Após defesa abandonar o júri, Bola tem julgamento desmembrado

Após mais de sete horas, o julgamento do Caso Bruno começou por volta as 16h50. No entanto, somente quatro réus serão julgados: Bruno Fernandes de Souza, Luiz Henrique Ferreira Romão, o Macarrão, Dayanne do Carmo e Fernanda Gomes Castro. Marcos Aparecido dos Santos, o Bola, teve seu caso desmembrado e será avaliado em uma próxima data a ser marcada.

Alegando 35 nulidades, sem concordar com as decisões da juíza Marixa Fabiane, os advogados de Bola decidiram deixar o caso. O julgamento separado do ex-policial aconteceu, segundo os defensores, por uma série de problemas. Uma das primeiras polêmicas apontadas por Zanone Júnior, Ércio Quaresma e Fernando Magalhães foi a exclusão de sete jurados. Segundo os defensores, os candidatos ao Conselho de Sentença foram retirados do caso por já terem participado de outro julgamento de Bola, na semana passada, onde o réu foi inocentado do crime de assassinar um carcereiro, em 2000.

"Ela (a juíza Marixa Fabiane Lopes Rodrigues) não tem o direito de fazer isso. Ela está aqui para julgar, e não para legislar. Eles estão inscritos e podem participar", afirmou Zanone Júnior. Logo após, por vontade própria, os cinco jurados pediram para sair do caso.

Pouco depois, uma nova polêmica entre defesa e juíza aconteceu. O advogado Ércio Quaresma pediu acesso livre, nos computadores da equipe de advogados, aos vídeos dos depoimentos. No entanto, a magistrada negou o pedido e disse: "Vocês tiveram tempo suficiente para separar minuto a minuto o que fosse interessante".

Com todos os acontecimentos, os defensores de Bola confirmaram que deixaram o caso, mas dizem que voltarão a defender o ex-policial. "Nós saímos do caso, pois não aceitamos que a juíza leve dessa maneira.

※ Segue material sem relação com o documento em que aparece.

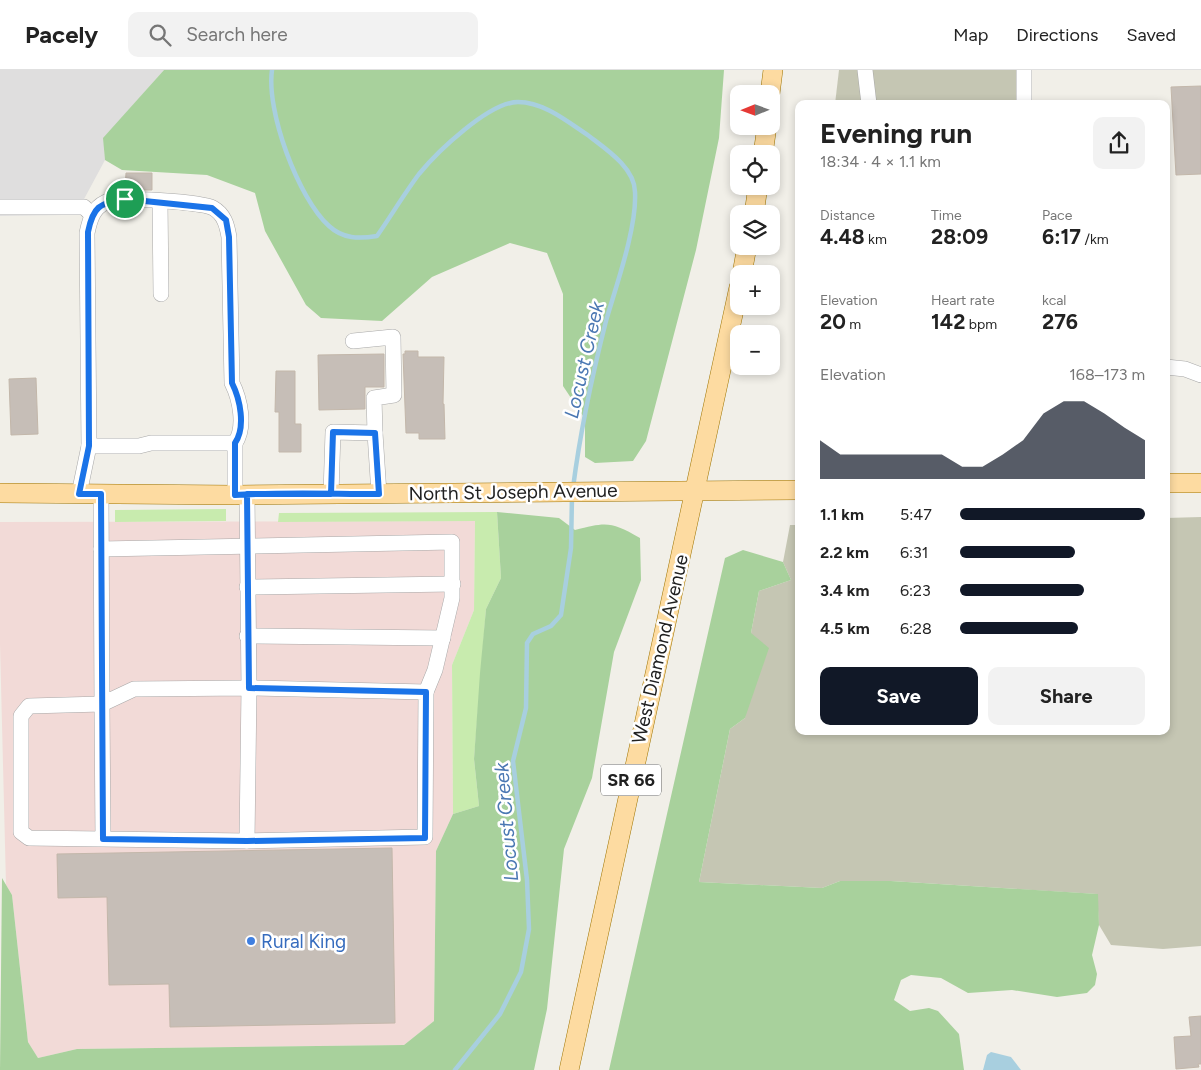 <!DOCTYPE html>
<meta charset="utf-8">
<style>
body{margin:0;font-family:Figtree,sans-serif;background:#f2f2f2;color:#222;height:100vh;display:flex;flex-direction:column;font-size:19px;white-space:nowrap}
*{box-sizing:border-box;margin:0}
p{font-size:16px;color:#767676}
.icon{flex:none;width:28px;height:28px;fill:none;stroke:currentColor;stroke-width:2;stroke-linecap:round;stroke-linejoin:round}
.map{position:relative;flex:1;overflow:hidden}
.details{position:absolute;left:795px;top:30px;width:375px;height:635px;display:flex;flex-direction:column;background:#fff;border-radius:10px;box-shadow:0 2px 8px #0003}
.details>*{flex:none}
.needle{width:32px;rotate:269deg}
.buttons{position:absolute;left:730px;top:15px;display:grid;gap:10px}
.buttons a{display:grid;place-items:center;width:50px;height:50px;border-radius:10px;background:#fff;box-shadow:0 2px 8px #0003;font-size:25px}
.pin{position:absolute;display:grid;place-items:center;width:42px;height:42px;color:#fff;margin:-21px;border:2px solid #fff;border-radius:50%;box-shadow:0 1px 5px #0007}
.round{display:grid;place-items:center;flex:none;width:52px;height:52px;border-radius:10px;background:#f2f2f2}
.overview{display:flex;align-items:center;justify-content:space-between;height:85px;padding:0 25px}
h1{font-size:28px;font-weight:700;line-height:38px}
.stats{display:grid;grid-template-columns:repeat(3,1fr);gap:8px;height:85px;padding:5px 25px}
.stats div{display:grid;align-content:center}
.stats b{font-size:21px;font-weight:700}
.stats small{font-size:14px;font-weight:400}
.stats p{font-size:14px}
.chart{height:140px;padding:10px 25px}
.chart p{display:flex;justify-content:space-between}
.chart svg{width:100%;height:90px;margin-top:5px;fill:#111827;opacity:.7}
.action{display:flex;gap:10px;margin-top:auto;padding:10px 25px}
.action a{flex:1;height:58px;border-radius:10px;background:#111827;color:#fff;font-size:20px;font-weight:700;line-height:58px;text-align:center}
.action a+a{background:#f2f2f2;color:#222}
ul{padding:0 25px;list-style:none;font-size:16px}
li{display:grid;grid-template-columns:80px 60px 1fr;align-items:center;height:38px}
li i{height:12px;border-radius:6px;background:#111827}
header{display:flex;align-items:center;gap:30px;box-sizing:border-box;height:70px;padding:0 25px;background:#fff;border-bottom:1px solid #e0e0e0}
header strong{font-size:24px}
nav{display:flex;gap:28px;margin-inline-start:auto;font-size:18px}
.search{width:350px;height:45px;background:#f2f2f2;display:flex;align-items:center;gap:12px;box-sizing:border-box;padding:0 18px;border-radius:10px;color:#767676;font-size:19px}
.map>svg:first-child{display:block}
</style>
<header>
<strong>Pacely</strong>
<div class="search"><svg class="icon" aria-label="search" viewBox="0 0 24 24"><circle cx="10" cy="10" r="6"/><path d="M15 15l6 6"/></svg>Search here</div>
<nav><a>Map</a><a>Directions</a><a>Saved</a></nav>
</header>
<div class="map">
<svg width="1201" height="1000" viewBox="0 0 1201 1000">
<rect width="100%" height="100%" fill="#f1efe8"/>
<!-- residential -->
<polygon fill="#dfdede" points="0,0 164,0 104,68 105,90 83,131 63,145 0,146"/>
<!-- commercial -->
<polygon fill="#f2dad7" points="475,451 474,540 452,595 453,744 436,781 434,951 404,975 77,979 38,988 28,972 12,825 6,815 0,574 0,452"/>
<!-- construction -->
<g fill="#c5c6b3">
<polygon points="839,0 1017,0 1016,34 835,34"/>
<polygon points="1201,447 1201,876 1163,879 1111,875 1099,855 1097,824 891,811 840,811 822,818 699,812 730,659 745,648 751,563 759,521 791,510 783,492 790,455 799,455 799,661 1166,661 1166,448"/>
</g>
<!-- grass -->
<g fill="#c8ebae">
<polygon points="226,439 226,451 115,452 115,440"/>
<polygon points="497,442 501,508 486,539 474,689 479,736 453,744 452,595 474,540 475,451 278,452 279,443"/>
</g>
<!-- forest -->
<g fill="#a8d19c">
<polygon points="164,0 724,0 719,68 696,180 646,371 633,391 595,393 585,387 585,349 563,316 563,224 547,183 510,173 432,207 382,251 321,248 306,235 265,161 255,123 207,105 122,100 105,90 103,68"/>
<path d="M497,442L559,448L575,460C606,452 611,451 640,468L641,510L614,582L592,708L564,779L547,939L534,1000H0L2,808L12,825L28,972L38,988L77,979L404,975L434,951L436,781L453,744L479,736L474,689L480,603L486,539L501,508Z"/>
<polygon points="743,480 783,492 791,510 759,521 751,563 769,578 745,648 730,659 699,812 822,818 840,811 891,811 1098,824 1099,855 1092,885 1097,904 1095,915 1087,923 1057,927 1012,920 968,923 941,908 911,905 901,910 894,930 910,941 929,938 938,941 959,964 964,1000 609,1000 725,488"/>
</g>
<!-- water -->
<polygon fill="#a8cfdf" points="991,982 1011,987 1021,1000 983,1000 987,985"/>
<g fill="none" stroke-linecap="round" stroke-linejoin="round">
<!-- stream -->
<g stroke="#a8cfdf" stroke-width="4.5">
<path d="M272,0C266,41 298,128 329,156C343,169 359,169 377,166C391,146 404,124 419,104C437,82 489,32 518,32C544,32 568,52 589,66C606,79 635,98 635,122C637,158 616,216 606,251C592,306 580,363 573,418"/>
<polyline points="455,1000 500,944 521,902 529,859 527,810 513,691 526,638 527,573 533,564 551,556 561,545 571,478 572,426"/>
</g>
</g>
<!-- building -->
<g fill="#c6beb7" stroke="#c3b7aa">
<polygon points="1201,16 1201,104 1176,105 1171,17"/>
<polygon points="126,103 152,103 152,120 125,120"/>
<polygon points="405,281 418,281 418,287 444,287 443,334 444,334 445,369 419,369 419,363 406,363 403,284 405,284"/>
<polygon points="384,284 384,317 365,317 365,339 319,340 318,285"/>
<polygon points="276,301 295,301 295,354 301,354 301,382 279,382 279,342 275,342"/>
<polygon points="36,308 38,364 11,365 9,309"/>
<polygon points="392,778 395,953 170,957 169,914 109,915 107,827 58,828 57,784"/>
<polygon points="1201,946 1201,994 1198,994 1199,997 1176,999 1174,967 1191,966 1189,947"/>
</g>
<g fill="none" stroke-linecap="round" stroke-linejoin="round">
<defs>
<g id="minor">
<polyline points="865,0 869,34"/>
<polyline points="1024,0 1024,34"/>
<polyline points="160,131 161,224"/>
<polyline points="0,137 84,137 91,144"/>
<polyline points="353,271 393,267 394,325 374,328 375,363"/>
<polyline points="1166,297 1185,299 1201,305"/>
<path d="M89,376L87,163C90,149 93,138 106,132C118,126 202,132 213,138C224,144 227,155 229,167L232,313C240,329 246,357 235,373"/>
<polyline points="79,424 89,376 139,376 151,373 235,373 235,425"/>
<polyline points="101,424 102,634 134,619 249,618 426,622 425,767 247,771 29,768 21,762 21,646 29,636 102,634 103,769"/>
<polyline points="331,424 333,362 375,363 379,424"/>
<polyline points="101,479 452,472 452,528 435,600 426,622"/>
<polyline points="247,517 453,514"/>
<polyline points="247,566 443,568"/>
<polyline points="247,771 249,618 247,424"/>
</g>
<g id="major">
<polyline points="770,24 773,0"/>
<polyline points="763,84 767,56"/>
<polyline points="754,144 758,116"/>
<polyline points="742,204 747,176"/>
<polyline points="1166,413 1201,413"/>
<polyline points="0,423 235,425 799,420"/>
<polyline points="569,1000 739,217"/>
</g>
</defs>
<!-- minor casing -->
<use href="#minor" stroke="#a8a8a8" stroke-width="16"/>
<!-- major casing -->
<use href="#major" stroke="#9e7400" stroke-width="20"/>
<!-- minor -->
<use href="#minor" stroke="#fff" stroke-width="15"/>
<!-- major -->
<use href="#major" stroke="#fddba1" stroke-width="19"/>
</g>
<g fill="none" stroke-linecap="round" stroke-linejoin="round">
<defs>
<path id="route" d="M125,129C99,133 93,137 88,162L89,376L79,424H101L103,769L247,771L425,768L426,622L249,618L247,424H331L333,362L375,363L379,424C331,424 283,422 235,425V373C246,357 240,329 232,313L229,167L226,150L212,138L125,129"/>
</defs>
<!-- route casing -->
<use href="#route" stroke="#fff" stroke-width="10"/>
<!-- route -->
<use href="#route" stroke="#1a73e8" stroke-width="6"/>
</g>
<!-- markers -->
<circle fill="#3f7fe0" stroke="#fff" stroke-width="2" cx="251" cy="871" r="5"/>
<g text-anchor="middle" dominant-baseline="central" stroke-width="5" stroke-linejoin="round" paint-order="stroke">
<!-- shield labels -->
<rect fill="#fff" stroke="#646464" stroke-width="1" x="601" y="694.5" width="60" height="31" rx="4"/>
<g font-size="18" font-weight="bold" fill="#212121">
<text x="631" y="710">SR 66</text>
</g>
<!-- street labels -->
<g font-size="19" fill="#212121" stroke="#fff">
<text transform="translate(513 422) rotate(-1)">North St Joseph Avenue</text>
<text transform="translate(660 579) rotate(-77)">West Diamond Avenue</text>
</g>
<!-- shop labels -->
<g font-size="19" fill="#366cbe" stroke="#fff" text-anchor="start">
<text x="261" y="871">Rural King</text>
</g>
<!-- water labels -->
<g font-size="20" font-style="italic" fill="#4b78b3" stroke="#fff">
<text transform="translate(584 290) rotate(-77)">Locust Creek</text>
<text transform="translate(506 752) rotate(-95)">Locust Creek</text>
</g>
</g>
</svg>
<div class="buttons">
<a><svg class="needle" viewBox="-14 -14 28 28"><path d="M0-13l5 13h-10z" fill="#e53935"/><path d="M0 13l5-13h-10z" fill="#767676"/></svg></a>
<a><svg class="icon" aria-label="locate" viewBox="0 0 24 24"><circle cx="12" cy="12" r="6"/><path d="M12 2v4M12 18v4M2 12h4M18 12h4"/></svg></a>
<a><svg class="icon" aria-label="layers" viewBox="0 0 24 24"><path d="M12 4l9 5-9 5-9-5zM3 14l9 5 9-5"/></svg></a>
<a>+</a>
<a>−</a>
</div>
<div class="pin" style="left:125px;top:129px;background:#1e9e55"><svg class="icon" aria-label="arrive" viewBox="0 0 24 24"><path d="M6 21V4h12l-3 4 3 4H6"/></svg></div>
<section class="details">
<div class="overview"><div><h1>Evening run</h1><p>18:34 · 4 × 1.1 km</p></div><a class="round"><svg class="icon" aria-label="share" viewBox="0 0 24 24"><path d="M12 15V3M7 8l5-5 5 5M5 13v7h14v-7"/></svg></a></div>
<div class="stats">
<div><p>Distance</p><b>4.48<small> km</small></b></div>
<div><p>Time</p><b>28:09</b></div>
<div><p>Pace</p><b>6:17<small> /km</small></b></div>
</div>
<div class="stats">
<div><p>Elevation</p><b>20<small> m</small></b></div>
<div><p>Heart rate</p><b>142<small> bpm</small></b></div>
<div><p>kcal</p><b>276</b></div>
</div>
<div class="chart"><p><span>Elevation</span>168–173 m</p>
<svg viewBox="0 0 160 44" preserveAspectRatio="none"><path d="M0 44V25L10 32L20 32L30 32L40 32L50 32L60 32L70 38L80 38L90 32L100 25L110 12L120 6L130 6L140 12L150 19L160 25V44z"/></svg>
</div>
<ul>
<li><b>1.1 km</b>5:47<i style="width:100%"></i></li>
<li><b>2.2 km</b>6:31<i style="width:62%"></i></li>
<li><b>3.4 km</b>6:23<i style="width:67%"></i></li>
<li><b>4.5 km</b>6:28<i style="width:64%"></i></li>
</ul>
<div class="action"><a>Save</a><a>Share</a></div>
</section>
</div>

Existem 35 reclamações de nulidade. Eu não posso resumir, em 20 minutos, tudo. Mas voltaremos. Ele não quer ter outros advogados, nós seremos", afirmou Fernando Magalhães, explicando a decisão da magistrada de dar apenas 20 minutos para as questões preliminares.

Ao ser questionado pela juíza se gostaria que defensores públicos assumissem seu caso, Bola respondeu que não. Marixa, então, deu 10 dias para que o réu consiga um novo advogado.

Ércio Quaresma criticou a postura da magistrada e citou exemplos de outros julgamentos que participou. "É direito dele escolher quem vai defender. Ele não quer outros, e nós voltaremos para o caso. A magistrada está destruindo o Código Penal. Já teve julgamento que eu falei por mais de três horas, agora tenho que resumir em 20 minutos para o meu cliente", argumentou.

Segundo o assistente da acusação, José Arteiro Cavalcante Lima, que representa a mãe de Eliza, essa é uma estratégia dos defensores. Ele afirmou ainda que os advogados estão fazendo de tudo para tumultuar o caso. "Eles estão com medo. Estão morrendo de medo. Estão querendo vencer a juíza pelo cansaço", disse Arteiro.

A decisão dos advogados de defesa também gerou indignação no promotor Henry Vasconcelos, que pediu punição por crime de desacato a autoridade judiciária. "Ademais, diante do abandono da defesa de Bola, em clara demonstração de desprezo, desrespeito para com uma decisão judicial que desatendeu a um dos interesses da defesa daquele sujeito", disse Vasconcelos.

Apesar das criticas, os defensores do ex-policial estavam contentes com o resultado e comemoraram. Zanone Júnior e Ércio Quaresma, inclusive, brincaram. "Eu apostei com ele um avião que conseguiríamos desmembrar", disse Quaresma, em tom de comemoração.

Segundo a assessoria de imprensa do Tribunal de Justiça de Minas Gerais (TJ-MG), uma nova data para o julgamento de Bola será marcada somente a partir do dia 16 de janeiro. Até lá, não há vagas para audiências.

A expectativa é que o julgamento dos quatro réus dure de três a quatro dias. Foram escolhidos para o Conselho de Sentença seis mulheres e um homem. A definição se deu por sorteio.